(THE DATA)
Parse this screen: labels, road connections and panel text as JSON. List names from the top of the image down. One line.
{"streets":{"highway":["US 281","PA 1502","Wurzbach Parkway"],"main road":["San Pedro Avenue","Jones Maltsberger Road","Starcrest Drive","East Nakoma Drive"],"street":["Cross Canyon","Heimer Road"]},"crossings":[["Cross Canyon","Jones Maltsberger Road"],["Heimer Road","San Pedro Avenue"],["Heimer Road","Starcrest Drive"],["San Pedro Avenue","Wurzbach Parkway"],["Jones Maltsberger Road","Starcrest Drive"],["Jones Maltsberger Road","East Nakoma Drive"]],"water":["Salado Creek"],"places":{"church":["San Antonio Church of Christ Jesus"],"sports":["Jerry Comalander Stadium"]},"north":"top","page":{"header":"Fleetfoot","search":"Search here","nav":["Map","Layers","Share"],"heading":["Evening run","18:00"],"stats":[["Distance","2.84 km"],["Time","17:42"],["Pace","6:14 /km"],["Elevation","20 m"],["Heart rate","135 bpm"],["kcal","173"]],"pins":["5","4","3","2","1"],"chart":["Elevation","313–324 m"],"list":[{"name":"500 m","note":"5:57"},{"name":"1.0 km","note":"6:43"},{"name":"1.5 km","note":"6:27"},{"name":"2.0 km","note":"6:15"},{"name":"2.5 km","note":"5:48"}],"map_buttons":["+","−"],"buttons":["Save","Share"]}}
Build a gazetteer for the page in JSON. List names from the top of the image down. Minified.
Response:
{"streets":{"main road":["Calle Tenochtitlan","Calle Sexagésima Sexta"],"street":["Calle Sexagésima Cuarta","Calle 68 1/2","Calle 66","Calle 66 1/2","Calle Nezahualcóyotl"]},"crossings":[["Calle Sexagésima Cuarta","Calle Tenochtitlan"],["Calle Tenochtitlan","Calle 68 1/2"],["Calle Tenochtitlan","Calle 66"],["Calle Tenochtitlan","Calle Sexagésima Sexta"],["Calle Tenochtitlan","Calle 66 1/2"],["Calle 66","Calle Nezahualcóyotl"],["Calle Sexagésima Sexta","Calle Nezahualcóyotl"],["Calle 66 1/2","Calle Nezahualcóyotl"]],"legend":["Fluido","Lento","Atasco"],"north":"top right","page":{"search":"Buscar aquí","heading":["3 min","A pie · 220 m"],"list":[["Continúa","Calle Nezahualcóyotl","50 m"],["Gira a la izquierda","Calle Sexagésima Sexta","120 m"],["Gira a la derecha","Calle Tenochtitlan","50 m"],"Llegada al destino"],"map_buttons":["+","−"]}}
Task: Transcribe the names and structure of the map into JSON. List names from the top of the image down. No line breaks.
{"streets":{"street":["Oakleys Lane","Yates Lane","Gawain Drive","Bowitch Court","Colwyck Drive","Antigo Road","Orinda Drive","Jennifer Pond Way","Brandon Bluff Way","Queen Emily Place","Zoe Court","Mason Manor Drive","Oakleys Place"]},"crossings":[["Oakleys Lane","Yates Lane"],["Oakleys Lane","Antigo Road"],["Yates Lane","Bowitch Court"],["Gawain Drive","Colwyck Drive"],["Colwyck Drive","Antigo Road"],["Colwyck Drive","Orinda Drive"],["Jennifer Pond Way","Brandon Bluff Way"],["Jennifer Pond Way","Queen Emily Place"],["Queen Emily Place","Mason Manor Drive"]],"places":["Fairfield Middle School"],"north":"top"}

(WHAT THE TASK ASKS) Search the data above for the word "image" and show every line that has it.

(RESPONSE TO THIS EXERCISE)
Parse this screen: labels, road connections and panel text as JSON. List names from the top of the image down. One line.
Build a gazetteer for the page in JSON. List names from the top of the image down. Minified.
Task: Transcribe the names and structure of the map into JSON. List names from the top of the image down. No line breaks.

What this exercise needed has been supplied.